***** Data to use *****
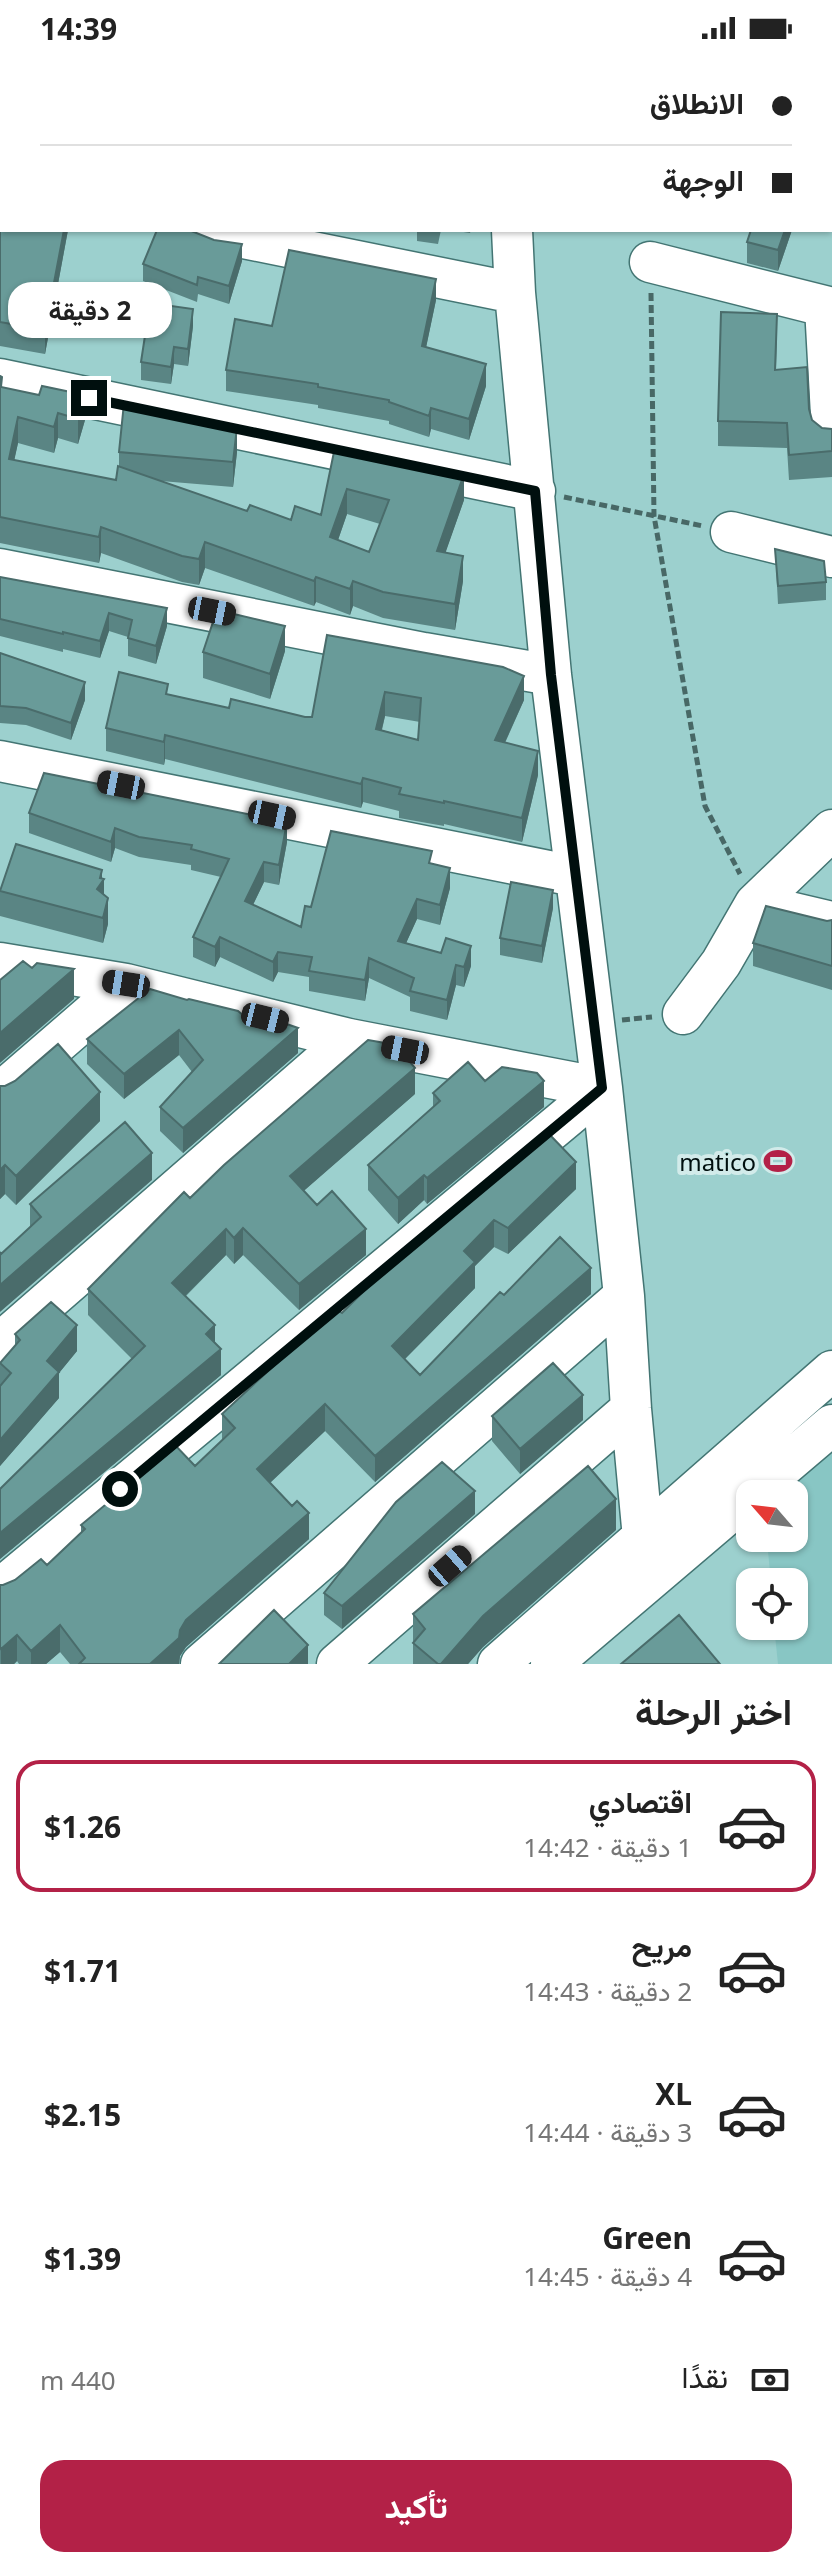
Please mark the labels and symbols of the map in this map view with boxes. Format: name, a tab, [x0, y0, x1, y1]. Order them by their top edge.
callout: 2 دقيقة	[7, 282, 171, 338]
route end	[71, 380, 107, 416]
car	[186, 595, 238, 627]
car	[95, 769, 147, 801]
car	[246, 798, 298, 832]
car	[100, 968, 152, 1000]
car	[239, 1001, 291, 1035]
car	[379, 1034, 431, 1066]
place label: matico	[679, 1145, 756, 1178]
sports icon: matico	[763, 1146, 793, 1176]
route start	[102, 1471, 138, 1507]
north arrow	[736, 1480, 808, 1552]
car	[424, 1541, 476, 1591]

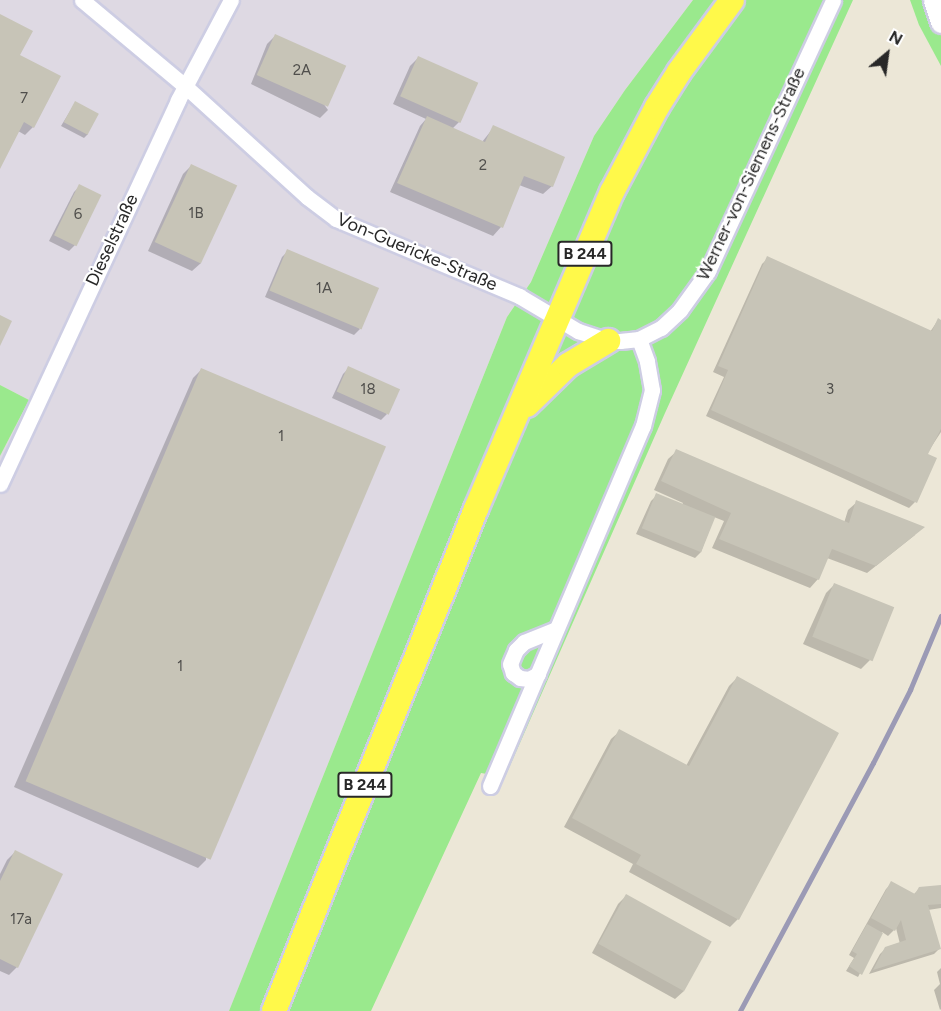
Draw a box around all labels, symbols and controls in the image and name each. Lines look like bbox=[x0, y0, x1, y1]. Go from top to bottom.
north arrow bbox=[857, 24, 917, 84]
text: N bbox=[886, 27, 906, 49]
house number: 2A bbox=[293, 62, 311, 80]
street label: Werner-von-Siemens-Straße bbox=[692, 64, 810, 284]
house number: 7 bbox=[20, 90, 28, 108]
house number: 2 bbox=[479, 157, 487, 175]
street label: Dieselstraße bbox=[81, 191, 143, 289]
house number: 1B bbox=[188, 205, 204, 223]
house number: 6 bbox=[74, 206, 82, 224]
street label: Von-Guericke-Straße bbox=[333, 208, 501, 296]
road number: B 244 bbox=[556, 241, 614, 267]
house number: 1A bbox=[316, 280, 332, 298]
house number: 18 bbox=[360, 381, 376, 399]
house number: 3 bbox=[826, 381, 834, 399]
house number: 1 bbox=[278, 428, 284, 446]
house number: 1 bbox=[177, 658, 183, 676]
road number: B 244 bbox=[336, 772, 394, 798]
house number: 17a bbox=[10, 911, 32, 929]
*****
### [Work instruction]
All of the entries above should be duplicated exactly, except for the pictures.

### [Output for this exercise]
Please mark the labels and symbols of the map in this map view with boxes. Format: name, a tab, [x0, y0, x1, y1]. Order them by their top edge.
callout: 2 دقيقة	[7, 282, 171, 338]
route end	[71, 380, 107, 416]
car	[186, 595, 238, 627]
car	[95, 769, 147, 801]
car	[246, 798, 298, 832]
car	[100, 968, 152, 1000]
car	[239, 1001, 291, 1035]
car	[379, 1034, 431, 1066]
place label: matico	[679, 1145, 756, 1178]
sports icon: matico	[763, 1146, 793, 1176]
route start	[102, 1471, 138, 1507]
north arrow	[736, 1480, 808, 1552]
car	[424, 1541, 476, 1591]

Draw a box around all labels, symbols and controls in the image and name each. Lines look like bbox=[x0, y0, x1, y1]. Go from top to bottom.
north arrow bbox=[857, 24, 917, 84]
text: N bbox=[886, 27, 906, 49]
house number: 2A bbox=[293, 62, 311, 80]
street label: Werner-von-Siemens-Straße bbox=[692, 64, 810, 284]
house number: 7 bbox=[20, 90, 28, 108]
house number: 2 bbox=[479, 157, 487, 175]
street label: Dieselstraße bbox=[81, 191, 143, 289]
house number: 1B bbox=[188, 205, 204, 223]
house number: 6 bbox=[74, 206, 82, 224]
street label: Von-Guericke-Straße bbox=[333, 208, 501, 296]
road number: B 244 bbox=[556, 241, 614, 267]
house number: 1A bbox=[316, 280, 332, 298]
house number: 18 bbox=[360, 381, 376, 399]
house number: 3 bbox=[826, 381, 834, 399]
house number: 1 bbox=[278, 428, 284, 446]
house number: 1 bbox=[177, 658, 183, 676]
road number: B 244 bbox=[336, 772, 394, 798]
house number: 17a bbox=[10, 911, 32, 929]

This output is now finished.